I videogiochi Sinclair di Mauro Spagnolo

di Andrea Pachetti

Nel 1987 in Italia c'era stato un ampio dibattito sulla pirateria, scaturito principalmente da un lungo approfondimento pubblicato sulla rivista Commodore Gazette. In particolare, si indicava quanto la pirateria industriale danneggiasse non solo gli importatori di software dall'estero, ma anche la creazione di vere e proprie aziende videoludiche con prodotti originali italiani. John Holder, proprietario della Leader Distribuzioni (ex Mastertronic sas), in quella sede dichiarava infatti che: «Se fosse per me, preferirei essere editore piuttosto che importatore: vedo buoni prodotti francesi, spagnoli, danesi, perfino ungheresi, e mi sembra assurdo che non ci possa essere uno sviluppo in Italia.»

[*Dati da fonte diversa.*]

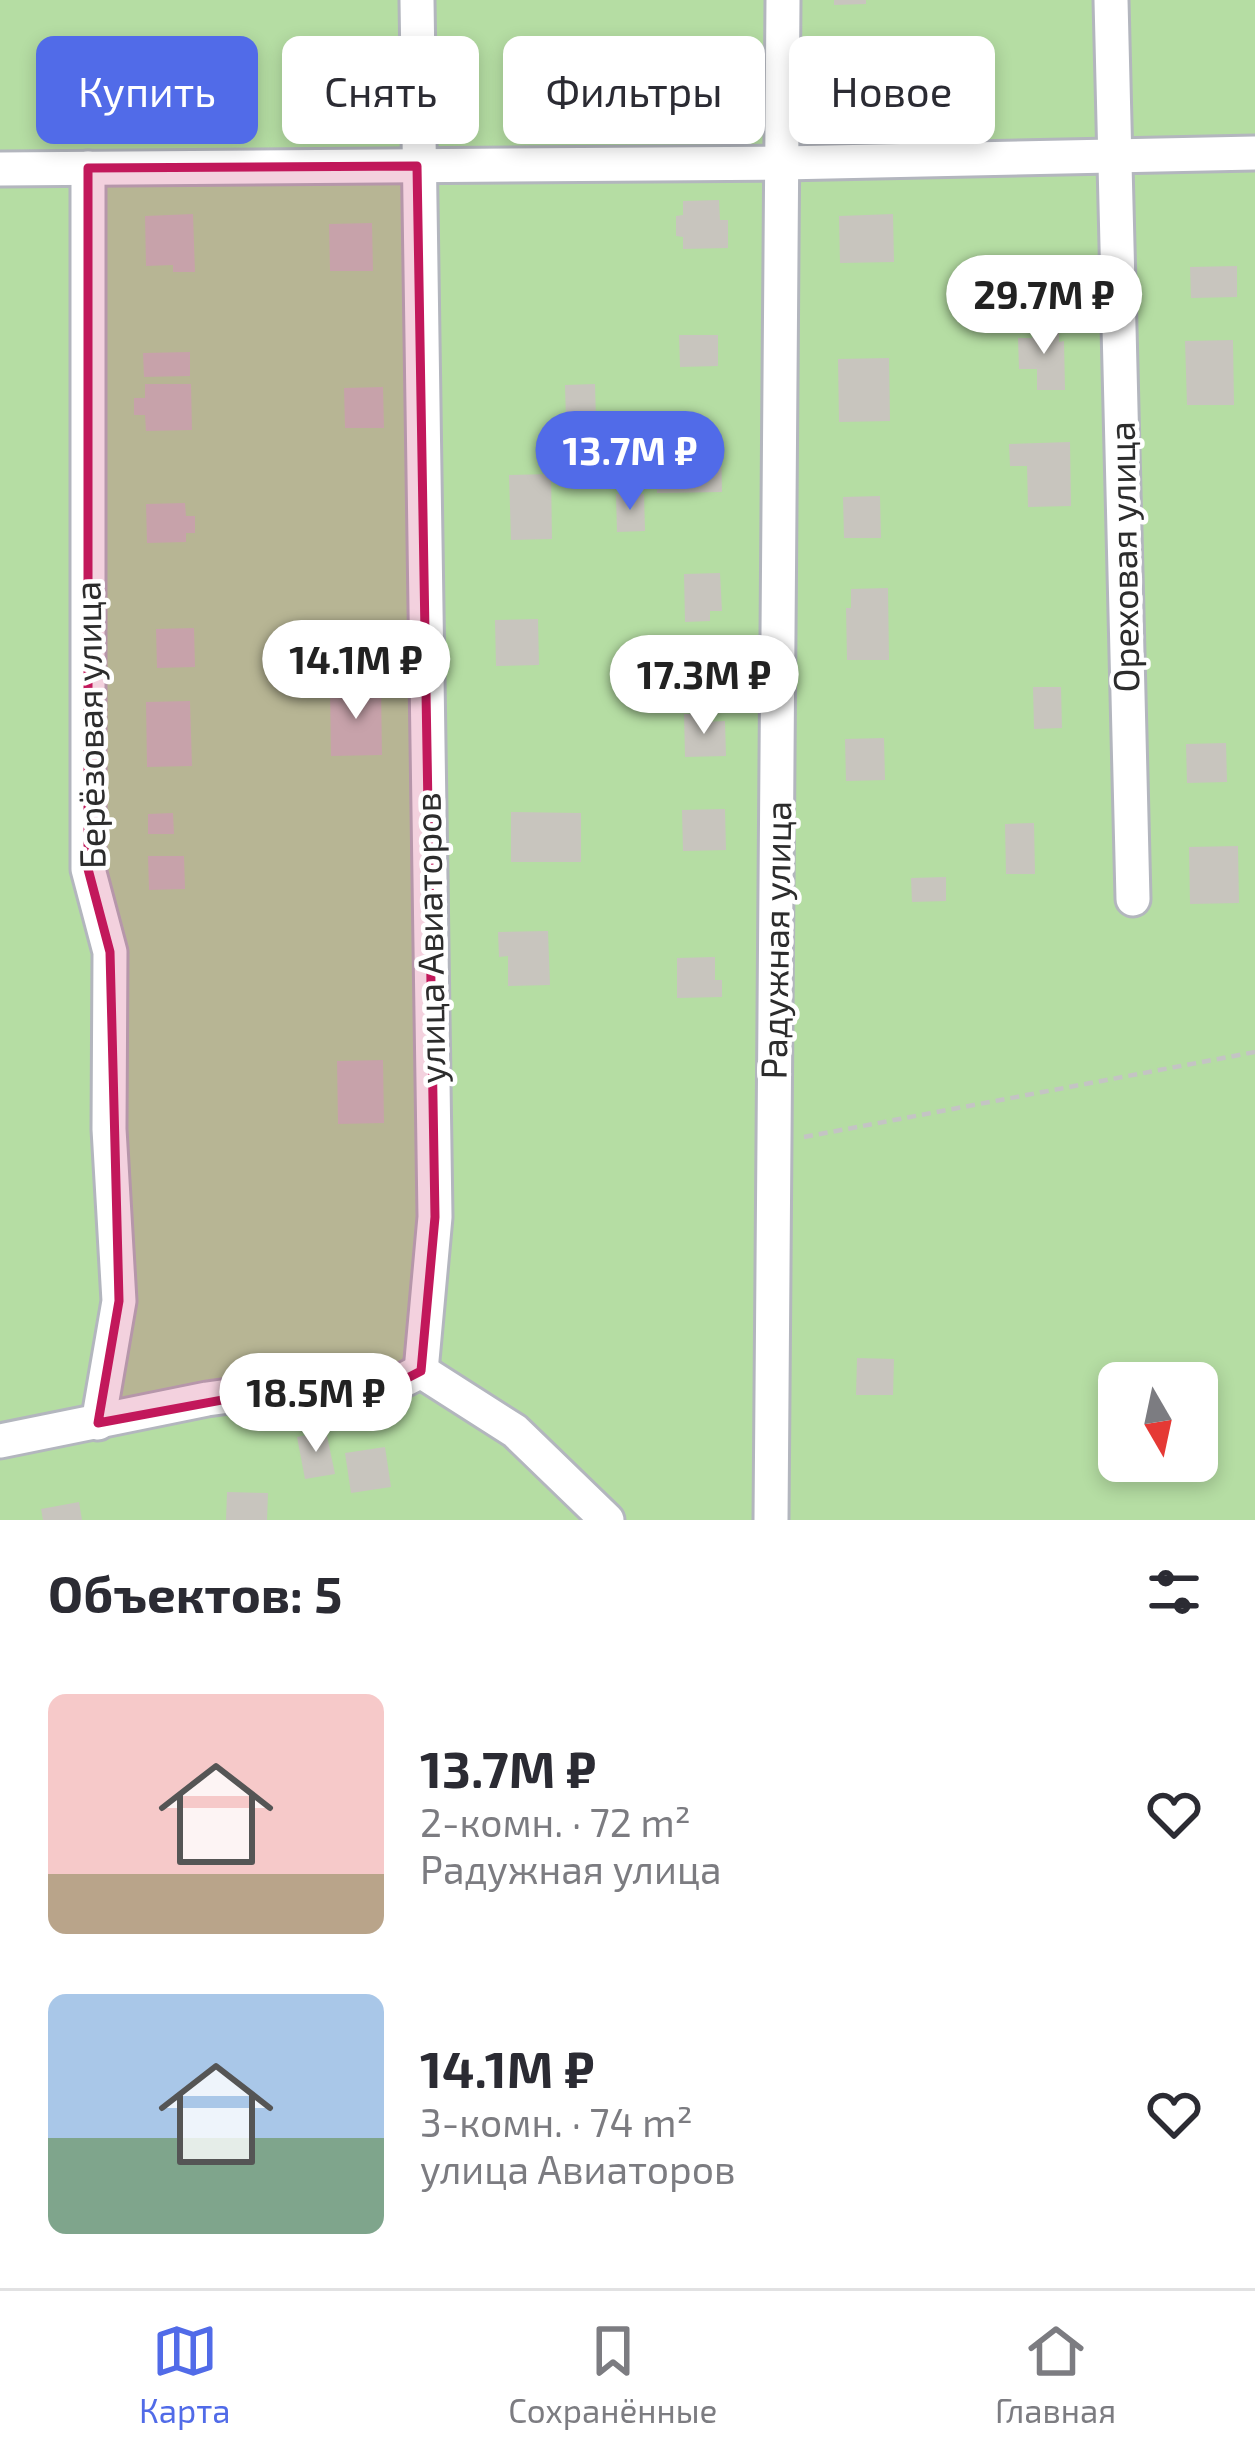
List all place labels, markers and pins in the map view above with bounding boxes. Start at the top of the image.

Come esempio positivo della sua attività in questo senso, Holder diceva: «Recentemente ho avuto la soddisfazione di vendere alla US Gold un programma italiano, un arcade-adventure che si chiama People from Sirius ed è stato realizzato per Spectrum e MSX da Mauro Spagnolo, una giovane promessa italiana. In Inghilterra sarà realizzata la versione per 64 e Amstrad.»

Il videogioco di Mauro Spagnolo non ricevette poi le annunciate conversioni per 64/Amstrad, ma l'originale per Spectrum diventò il videogioco di copertina ("cover game") allegato su cassetta all'importante rivista inglese Your Sinclair, precisamente con il numero 30 del giugno 1988. Inoltre il gioco venne pubblicato anche in Spagna dall'editore Topo Soft, con il titolo di El Mundo Perdido, sia per Spectrum che per MSX. Le attività di Mauro nel settore videoludico non si limitarono però a questo gioco, e le esploriamo nell'intervista che segue.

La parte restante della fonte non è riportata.